Creating Control Arrays
Control arrays are a very useful functionality in your application. They tend to simplify things that you are doing to a certain number of controls. For example, you want to disable a numerous number of textboxes, you wouldn’t have to code each textbox for disabling, instead you would just use a loop for disabling these certain controls.
In the Visual Basic 6.0 era, creating control arrays are just a snap. Creating controls with the same name would automatically array your controls. But in the .Net era you cannot just do this by the fly (on your Design mode). So, how could you do this? I will present 3 ways of achieving this, being the last way as the most efficient way.
The first approach is the crudest of them all. In this solution you intend to really create an array of controls. For the reason of demonstrating, let’s try creating an array of 50 textbox controls.
TextBox[] textboxes = new TextBox[50];
for (int i = 0; i < 50; i++) {
textboxes[ i].Width = 100;
…
}
The problem as you see here is that you will manually place the controls in your form. Which would be quite problematic especially if you want to place controls which are not so relevant with each other.

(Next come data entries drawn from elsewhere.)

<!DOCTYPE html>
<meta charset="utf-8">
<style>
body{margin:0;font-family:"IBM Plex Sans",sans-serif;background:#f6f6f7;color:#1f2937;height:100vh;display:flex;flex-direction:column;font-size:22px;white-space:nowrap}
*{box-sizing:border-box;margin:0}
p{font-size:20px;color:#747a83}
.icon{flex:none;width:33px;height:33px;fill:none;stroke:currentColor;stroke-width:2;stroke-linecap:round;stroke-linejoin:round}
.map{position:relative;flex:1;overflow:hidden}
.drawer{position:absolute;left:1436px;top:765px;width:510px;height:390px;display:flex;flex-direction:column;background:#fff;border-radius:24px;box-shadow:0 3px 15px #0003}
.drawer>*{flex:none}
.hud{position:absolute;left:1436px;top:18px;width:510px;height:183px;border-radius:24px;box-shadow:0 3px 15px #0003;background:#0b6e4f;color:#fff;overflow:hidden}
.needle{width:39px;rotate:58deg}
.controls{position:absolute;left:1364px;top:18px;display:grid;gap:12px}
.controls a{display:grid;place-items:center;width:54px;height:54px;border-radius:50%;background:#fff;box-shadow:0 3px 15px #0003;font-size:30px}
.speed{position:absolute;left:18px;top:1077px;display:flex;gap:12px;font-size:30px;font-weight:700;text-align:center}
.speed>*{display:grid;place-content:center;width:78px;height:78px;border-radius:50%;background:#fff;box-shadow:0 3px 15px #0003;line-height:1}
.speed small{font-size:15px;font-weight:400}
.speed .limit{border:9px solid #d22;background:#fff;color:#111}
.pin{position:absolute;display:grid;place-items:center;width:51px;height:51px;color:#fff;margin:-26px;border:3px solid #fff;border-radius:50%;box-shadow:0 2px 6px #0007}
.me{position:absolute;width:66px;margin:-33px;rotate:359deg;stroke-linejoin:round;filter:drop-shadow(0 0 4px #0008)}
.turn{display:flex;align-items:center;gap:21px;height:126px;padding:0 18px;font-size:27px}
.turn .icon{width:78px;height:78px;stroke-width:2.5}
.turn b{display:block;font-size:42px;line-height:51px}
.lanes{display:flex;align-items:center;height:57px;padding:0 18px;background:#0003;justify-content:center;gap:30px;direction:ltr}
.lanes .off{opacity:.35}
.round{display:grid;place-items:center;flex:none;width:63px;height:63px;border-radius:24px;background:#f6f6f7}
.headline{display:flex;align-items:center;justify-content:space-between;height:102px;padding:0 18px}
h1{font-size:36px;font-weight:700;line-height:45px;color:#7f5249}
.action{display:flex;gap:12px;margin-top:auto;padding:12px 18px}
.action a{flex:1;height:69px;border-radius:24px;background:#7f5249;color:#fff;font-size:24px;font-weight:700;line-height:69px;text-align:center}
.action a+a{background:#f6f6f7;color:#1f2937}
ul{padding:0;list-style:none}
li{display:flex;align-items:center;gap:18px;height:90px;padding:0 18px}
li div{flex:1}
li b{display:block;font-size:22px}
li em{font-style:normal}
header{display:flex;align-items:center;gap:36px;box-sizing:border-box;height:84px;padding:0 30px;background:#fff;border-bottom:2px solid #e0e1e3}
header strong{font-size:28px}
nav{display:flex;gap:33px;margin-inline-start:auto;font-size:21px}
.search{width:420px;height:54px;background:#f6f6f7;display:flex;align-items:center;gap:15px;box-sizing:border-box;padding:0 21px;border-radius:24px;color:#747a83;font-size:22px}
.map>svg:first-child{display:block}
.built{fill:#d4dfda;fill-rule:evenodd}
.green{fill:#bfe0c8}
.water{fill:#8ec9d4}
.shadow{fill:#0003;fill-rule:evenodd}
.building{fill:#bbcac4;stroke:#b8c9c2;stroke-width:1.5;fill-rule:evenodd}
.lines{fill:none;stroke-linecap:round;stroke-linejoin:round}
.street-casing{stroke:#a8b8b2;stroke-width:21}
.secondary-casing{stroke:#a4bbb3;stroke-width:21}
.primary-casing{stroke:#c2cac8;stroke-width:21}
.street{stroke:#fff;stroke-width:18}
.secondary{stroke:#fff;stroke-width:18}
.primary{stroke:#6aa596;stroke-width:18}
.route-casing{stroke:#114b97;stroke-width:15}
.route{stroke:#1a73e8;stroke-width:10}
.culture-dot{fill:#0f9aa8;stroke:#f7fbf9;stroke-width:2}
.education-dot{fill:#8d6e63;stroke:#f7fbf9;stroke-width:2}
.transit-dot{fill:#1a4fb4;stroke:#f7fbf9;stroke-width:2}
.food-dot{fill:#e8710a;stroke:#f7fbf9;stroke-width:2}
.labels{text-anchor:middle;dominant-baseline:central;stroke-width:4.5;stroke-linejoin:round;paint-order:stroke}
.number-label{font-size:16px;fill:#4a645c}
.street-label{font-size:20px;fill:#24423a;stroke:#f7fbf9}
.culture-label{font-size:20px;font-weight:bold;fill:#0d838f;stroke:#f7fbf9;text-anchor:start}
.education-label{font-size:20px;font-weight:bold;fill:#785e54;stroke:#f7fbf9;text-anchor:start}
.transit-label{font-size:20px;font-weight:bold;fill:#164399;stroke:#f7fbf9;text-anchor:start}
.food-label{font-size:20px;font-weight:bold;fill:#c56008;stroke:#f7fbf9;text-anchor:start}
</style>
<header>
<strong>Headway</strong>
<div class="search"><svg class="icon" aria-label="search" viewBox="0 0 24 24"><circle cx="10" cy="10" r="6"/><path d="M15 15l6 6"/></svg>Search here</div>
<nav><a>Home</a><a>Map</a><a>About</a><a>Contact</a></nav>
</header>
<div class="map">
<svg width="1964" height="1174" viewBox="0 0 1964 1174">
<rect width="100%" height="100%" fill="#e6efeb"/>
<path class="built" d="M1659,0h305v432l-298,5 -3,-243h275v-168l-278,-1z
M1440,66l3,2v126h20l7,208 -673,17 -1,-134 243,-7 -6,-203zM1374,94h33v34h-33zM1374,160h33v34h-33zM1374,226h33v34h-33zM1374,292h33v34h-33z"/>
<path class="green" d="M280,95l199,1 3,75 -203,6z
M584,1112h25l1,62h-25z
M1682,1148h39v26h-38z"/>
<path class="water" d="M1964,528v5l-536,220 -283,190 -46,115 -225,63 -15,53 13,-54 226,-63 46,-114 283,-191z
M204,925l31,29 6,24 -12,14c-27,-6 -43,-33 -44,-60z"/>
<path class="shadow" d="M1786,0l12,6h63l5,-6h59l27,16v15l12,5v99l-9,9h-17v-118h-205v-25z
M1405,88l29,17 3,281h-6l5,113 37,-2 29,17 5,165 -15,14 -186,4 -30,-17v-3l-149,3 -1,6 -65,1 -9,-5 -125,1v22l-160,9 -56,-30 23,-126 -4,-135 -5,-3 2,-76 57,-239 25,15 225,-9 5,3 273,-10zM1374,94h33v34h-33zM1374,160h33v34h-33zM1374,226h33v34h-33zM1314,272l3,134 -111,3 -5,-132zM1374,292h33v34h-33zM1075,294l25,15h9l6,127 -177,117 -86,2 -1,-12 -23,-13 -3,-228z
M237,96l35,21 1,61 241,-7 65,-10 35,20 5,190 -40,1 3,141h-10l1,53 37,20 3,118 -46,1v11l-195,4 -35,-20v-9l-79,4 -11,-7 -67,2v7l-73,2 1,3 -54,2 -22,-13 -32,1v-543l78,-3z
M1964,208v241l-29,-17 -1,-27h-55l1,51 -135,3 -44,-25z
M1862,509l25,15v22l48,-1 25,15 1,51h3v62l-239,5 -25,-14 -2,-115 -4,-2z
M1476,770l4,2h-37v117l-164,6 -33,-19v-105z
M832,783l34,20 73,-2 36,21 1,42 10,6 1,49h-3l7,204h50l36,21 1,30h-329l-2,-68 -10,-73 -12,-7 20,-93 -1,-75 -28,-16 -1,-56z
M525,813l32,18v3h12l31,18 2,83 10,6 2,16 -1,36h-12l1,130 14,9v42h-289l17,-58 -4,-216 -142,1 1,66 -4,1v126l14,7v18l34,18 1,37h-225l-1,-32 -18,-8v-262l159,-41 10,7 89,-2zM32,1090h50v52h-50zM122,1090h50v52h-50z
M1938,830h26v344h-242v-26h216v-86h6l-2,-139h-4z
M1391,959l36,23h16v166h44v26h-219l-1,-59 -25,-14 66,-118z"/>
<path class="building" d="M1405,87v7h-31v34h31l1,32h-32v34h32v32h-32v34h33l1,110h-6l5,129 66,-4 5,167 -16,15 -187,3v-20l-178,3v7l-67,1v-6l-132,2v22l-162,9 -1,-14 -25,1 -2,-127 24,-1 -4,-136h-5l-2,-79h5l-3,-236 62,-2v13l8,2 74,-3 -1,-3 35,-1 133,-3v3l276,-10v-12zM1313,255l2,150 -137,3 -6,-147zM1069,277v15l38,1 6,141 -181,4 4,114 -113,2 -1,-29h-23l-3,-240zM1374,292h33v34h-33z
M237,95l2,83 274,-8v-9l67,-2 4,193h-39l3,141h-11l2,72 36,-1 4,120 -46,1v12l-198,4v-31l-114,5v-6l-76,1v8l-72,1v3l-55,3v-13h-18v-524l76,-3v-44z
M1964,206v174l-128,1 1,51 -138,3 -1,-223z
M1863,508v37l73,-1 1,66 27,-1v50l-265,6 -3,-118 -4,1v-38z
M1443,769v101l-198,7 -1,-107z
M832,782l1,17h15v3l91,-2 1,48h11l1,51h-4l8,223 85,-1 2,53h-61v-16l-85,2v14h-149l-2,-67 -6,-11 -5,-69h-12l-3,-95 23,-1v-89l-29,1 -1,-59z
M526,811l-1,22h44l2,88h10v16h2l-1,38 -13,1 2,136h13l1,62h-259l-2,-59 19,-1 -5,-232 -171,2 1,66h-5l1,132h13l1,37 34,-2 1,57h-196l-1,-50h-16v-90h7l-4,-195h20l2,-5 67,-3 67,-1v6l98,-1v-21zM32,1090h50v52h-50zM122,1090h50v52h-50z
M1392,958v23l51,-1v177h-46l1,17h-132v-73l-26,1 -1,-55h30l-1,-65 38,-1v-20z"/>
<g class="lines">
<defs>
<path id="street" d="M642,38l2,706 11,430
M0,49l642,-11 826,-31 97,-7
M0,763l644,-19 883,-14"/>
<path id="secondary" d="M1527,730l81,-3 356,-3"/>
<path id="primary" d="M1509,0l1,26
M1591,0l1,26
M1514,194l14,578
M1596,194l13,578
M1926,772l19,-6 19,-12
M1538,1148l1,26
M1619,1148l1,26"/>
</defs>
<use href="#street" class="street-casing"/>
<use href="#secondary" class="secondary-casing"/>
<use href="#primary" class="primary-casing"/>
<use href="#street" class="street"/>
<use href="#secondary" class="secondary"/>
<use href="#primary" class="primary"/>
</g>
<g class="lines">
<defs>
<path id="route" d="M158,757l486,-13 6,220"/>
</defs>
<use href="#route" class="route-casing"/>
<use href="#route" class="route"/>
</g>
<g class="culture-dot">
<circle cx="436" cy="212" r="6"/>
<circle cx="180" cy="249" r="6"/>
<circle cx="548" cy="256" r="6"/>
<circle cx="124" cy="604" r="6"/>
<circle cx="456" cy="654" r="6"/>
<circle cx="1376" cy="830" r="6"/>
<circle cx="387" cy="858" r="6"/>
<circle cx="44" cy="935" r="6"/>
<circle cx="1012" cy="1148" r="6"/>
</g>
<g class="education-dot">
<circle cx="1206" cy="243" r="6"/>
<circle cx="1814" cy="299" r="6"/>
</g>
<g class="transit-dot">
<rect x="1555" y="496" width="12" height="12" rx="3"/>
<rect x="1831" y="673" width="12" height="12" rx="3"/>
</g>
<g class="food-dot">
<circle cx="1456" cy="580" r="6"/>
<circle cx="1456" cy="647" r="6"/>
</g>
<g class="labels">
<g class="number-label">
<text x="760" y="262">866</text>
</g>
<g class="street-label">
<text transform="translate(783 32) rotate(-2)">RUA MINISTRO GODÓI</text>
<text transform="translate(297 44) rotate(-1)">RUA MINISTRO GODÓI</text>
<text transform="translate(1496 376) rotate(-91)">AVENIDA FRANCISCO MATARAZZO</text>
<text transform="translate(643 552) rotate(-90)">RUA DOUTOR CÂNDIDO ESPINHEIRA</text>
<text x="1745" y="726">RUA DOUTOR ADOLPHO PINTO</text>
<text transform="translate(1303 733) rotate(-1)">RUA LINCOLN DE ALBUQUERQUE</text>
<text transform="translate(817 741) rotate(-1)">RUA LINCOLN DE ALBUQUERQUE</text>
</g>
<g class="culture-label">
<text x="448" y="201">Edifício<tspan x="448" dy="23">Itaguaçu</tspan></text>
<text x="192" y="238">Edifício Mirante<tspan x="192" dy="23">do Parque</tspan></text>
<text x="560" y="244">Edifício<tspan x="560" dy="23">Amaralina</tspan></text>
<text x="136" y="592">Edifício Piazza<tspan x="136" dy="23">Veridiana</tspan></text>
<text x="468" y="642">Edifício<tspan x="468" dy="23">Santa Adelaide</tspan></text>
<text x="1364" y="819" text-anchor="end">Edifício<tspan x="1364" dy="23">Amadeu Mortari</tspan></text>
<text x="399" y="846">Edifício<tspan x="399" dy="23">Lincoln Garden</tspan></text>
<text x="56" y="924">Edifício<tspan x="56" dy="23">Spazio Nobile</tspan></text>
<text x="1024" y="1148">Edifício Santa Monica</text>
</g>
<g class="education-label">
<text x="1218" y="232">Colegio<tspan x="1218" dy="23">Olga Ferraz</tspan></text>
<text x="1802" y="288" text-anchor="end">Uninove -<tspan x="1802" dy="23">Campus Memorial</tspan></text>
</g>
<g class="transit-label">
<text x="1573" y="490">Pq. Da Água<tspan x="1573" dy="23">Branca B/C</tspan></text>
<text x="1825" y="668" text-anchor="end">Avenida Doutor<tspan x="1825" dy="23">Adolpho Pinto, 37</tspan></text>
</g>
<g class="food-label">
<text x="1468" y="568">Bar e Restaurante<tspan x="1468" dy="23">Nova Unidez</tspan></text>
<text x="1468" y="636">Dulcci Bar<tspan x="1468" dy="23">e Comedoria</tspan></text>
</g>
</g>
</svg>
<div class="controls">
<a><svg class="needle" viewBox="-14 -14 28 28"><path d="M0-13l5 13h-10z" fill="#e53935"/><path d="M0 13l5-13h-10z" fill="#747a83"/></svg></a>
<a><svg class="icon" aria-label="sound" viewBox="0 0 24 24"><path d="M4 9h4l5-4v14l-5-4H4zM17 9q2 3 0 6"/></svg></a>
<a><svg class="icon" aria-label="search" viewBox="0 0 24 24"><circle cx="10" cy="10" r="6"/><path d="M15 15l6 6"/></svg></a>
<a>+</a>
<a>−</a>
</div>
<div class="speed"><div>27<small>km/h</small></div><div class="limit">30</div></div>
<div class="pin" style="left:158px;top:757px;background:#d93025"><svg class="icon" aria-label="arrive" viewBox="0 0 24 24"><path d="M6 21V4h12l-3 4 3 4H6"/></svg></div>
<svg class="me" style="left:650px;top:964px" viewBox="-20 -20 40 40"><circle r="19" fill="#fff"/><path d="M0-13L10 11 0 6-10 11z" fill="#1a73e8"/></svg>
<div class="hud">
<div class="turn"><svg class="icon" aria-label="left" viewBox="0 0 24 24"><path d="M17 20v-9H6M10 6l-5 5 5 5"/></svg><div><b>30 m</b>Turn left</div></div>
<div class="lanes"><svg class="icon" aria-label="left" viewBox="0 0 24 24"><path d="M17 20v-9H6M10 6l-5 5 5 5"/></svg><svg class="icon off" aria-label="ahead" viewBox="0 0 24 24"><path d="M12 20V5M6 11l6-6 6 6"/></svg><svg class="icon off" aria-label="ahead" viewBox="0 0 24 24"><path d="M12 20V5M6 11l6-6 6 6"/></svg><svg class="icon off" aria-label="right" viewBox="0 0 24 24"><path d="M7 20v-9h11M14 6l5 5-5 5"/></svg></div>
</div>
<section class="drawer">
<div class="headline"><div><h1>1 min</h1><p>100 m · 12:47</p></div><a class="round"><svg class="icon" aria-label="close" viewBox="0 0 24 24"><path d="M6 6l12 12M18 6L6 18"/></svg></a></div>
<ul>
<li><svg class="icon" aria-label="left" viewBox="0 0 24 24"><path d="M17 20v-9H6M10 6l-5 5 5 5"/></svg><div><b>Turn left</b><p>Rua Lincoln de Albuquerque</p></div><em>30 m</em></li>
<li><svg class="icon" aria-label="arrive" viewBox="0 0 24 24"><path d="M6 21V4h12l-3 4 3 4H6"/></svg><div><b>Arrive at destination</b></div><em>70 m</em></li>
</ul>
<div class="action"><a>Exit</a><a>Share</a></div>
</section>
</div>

The second approach is to traverse the controls collection of the form. This is a very effective solution. But the problem is you’ll have to always check the name and type of the control if it matches the controls you want to traverse as seen in this code:
foreach ( Control c in this.Controls) {
if (c.GetType().ToString() == “System.Windows.Forms.TextBox” && c.Name == “myName”) {
….
}
}
The third and final solution is my preferred approach to this problem. First is you’ll have to name your controls in series. It means that your control names must have numeric values assigned to it. Think of it as an index for your control. Ex:
TextBox1, TextBox2, TextBox3, …
After that, you can now loop using the controls collection. But instead of looping with all of the controls lets directly get the name:
for (int i = 0; i < 50; i++) {
TextBox txt = (TextBox) this.Controls[“TextBox” + i.ToString()];
Txt.Enabled = false;
…
}
Well, as you can see the third solution is pretty simple and straight forward. No name verifications are required and at the same time you can also use your design mode to place your controls on the form. The only drawback I can see with this approach is you could not name your control to its exact descriptive names. But I think it’s quite a little sacrifice imaging the lines of code that you’ll save with this approach.